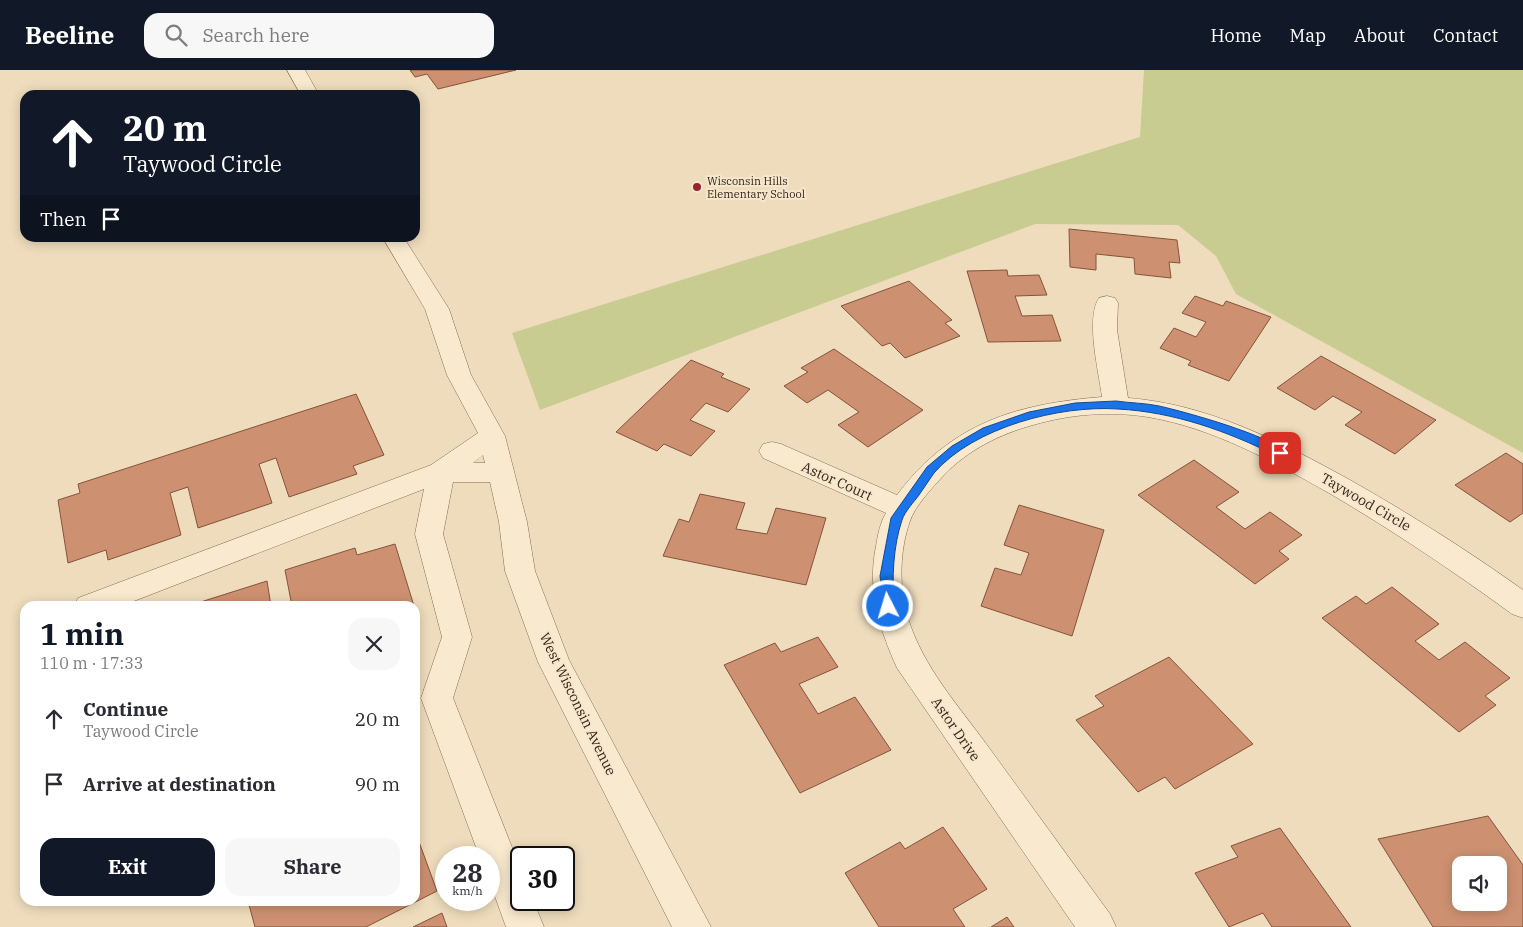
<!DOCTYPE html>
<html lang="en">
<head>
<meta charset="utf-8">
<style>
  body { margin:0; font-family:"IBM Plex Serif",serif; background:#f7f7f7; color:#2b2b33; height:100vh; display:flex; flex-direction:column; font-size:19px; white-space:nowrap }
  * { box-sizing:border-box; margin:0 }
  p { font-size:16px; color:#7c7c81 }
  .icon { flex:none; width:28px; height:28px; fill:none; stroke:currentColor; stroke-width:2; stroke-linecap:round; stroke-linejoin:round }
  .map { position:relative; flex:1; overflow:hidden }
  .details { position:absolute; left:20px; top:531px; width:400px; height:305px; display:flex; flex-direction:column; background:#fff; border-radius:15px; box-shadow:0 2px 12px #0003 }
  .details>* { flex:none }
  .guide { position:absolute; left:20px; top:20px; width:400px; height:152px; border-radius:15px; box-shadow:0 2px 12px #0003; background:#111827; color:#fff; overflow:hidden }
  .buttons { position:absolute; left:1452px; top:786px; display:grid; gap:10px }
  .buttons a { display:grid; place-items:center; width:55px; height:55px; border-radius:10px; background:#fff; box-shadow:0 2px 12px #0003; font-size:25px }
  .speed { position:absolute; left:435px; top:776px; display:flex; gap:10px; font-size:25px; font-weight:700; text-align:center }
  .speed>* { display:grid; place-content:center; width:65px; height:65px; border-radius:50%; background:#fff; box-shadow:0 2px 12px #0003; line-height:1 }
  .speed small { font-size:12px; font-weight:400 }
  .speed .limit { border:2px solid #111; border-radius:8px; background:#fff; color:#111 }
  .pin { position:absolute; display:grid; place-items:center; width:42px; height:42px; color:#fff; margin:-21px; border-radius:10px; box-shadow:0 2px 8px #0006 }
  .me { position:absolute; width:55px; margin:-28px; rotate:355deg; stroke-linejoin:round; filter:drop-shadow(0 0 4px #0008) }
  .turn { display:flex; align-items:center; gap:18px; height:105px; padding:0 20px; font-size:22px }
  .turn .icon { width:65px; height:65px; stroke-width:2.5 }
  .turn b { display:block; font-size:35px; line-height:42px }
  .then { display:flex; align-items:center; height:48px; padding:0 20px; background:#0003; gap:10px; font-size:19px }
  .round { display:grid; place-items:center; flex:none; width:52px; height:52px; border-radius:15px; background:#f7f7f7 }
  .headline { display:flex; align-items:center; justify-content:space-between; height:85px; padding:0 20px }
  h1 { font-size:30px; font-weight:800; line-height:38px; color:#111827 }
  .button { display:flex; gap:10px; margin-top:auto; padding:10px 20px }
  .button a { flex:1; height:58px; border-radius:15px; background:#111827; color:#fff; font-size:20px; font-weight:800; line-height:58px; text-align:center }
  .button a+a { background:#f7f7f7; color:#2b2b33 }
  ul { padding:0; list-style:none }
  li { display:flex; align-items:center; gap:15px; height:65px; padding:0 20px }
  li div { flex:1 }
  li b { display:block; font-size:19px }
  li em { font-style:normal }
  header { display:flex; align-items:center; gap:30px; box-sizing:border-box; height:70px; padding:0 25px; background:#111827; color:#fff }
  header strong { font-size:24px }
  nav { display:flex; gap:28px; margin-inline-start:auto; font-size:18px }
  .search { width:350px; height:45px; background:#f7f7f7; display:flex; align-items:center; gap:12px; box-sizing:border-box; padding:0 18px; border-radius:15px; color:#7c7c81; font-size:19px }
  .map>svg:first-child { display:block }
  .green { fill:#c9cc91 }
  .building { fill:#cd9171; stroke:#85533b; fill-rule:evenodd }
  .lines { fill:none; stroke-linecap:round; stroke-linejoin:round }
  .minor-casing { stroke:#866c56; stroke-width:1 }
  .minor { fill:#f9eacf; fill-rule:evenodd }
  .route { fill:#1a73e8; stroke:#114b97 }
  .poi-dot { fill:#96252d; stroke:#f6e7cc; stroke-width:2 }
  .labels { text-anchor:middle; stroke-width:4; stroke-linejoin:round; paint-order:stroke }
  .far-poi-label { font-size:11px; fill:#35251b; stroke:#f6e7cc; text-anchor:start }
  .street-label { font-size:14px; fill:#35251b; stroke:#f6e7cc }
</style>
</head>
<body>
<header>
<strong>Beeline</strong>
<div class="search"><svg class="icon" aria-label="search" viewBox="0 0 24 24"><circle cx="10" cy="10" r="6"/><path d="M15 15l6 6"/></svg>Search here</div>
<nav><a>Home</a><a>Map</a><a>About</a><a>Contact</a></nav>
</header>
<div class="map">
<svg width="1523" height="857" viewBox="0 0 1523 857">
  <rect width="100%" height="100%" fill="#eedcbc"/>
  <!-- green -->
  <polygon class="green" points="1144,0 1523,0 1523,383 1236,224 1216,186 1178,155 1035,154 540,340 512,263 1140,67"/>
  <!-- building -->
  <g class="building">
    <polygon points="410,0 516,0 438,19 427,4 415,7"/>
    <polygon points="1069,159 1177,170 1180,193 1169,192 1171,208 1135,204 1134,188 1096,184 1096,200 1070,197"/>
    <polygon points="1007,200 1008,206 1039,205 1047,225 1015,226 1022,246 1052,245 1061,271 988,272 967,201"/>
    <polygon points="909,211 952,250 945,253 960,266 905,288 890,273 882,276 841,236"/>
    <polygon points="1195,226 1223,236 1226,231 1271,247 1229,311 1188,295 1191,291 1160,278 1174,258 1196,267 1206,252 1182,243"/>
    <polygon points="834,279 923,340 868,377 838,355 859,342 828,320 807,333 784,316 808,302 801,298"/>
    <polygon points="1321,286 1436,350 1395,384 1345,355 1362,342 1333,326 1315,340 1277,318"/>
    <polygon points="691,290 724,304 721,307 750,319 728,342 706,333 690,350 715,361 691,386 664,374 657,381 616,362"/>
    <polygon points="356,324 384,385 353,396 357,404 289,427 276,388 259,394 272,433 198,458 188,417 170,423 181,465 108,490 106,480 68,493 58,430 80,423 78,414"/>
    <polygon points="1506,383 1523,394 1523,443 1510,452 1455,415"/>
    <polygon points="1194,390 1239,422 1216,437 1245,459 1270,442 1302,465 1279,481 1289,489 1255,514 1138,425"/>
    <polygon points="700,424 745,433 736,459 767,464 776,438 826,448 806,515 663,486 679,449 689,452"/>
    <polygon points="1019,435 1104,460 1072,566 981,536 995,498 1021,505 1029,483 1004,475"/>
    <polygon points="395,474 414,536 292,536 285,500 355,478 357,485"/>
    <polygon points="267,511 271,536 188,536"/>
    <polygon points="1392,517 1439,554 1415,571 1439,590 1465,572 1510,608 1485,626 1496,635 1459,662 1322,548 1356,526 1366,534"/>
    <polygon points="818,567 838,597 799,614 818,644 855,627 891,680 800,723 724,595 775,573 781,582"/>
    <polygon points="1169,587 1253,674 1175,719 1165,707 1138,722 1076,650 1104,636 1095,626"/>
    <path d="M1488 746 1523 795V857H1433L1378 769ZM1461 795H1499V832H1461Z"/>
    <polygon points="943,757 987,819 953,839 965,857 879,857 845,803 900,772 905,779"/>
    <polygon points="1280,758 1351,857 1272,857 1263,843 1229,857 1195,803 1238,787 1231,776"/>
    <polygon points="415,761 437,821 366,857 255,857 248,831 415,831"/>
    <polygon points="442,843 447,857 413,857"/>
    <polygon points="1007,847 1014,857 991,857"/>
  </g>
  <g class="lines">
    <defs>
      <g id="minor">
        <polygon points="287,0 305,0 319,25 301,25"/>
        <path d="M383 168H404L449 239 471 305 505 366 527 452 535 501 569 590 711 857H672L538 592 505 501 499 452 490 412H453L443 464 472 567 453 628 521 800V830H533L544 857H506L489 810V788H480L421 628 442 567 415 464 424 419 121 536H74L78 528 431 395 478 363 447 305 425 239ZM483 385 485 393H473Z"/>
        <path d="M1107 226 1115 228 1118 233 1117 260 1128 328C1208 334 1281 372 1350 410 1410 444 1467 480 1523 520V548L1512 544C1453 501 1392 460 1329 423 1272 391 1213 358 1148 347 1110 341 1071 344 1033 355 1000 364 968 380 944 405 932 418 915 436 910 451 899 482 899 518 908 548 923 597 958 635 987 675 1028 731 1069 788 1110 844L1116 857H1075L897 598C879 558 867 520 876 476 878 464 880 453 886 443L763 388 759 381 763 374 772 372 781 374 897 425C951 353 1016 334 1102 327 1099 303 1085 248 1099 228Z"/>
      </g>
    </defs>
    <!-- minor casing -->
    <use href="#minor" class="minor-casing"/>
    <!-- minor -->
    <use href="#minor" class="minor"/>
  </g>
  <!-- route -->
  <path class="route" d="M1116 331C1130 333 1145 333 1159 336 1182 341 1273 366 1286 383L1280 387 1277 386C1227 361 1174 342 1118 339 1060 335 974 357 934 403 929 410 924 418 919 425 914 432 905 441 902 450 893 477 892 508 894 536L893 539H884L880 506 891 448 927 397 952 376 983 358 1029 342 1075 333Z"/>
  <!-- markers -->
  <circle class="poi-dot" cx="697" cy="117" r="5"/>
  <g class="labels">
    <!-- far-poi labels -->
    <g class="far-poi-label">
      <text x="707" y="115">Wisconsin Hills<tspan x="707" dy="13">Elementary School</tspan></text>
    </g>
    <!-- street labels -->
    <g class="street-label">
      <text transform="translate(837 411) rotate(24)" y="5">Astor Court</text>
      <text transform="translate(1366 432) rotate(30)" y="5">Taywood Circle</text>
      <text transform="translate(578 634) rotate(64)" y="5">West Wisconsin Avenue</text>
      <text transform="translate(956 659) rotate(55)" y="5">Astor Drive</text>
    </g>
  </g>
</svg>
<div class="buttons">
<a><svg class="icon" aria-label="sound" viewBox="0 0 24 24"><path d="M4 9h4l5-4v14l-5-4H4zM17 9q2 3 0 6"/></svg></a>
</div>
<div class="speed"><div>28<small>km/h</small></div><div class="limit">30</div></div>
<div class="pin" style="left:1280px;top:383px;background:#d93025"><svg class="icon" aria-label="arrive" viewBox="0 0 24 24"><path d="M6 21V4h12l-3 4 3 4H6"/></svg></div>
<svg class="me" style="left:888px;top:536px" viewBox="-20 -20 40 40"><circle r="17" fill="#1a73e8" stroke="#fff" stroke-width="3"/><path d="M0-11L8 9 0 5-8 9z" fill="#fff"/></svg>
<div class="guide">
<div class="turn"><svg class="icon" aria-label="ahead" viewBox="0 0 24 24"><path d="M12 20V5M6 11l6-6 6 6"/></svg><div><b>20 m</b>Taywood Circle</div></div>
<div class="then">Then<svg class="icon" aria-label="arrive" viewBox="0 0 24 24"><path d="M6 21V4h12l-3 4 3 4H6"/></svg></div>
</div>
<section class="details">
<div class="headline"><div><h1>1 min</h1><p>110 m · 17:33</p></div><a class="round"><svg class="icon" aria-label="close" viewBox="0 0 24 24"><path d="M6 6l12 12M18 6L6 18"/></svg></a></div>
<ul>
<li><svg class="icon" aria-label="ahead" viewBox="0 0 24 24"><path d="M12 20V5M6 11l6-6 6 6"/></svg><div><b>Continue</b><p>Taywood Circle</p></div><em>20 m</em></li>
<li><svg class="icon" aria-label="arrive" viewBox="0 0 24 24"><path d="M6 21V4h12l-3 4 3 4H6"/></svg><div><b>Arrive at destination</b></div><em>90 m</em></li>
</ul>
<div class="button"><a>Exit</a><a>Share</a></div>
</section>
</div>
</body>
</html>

================================

- [ABOUT THIS EXERCISE] Say how many lines of the data hold the word "small", and leave out everything but the number.

- [EXPECTED ANSWER] 2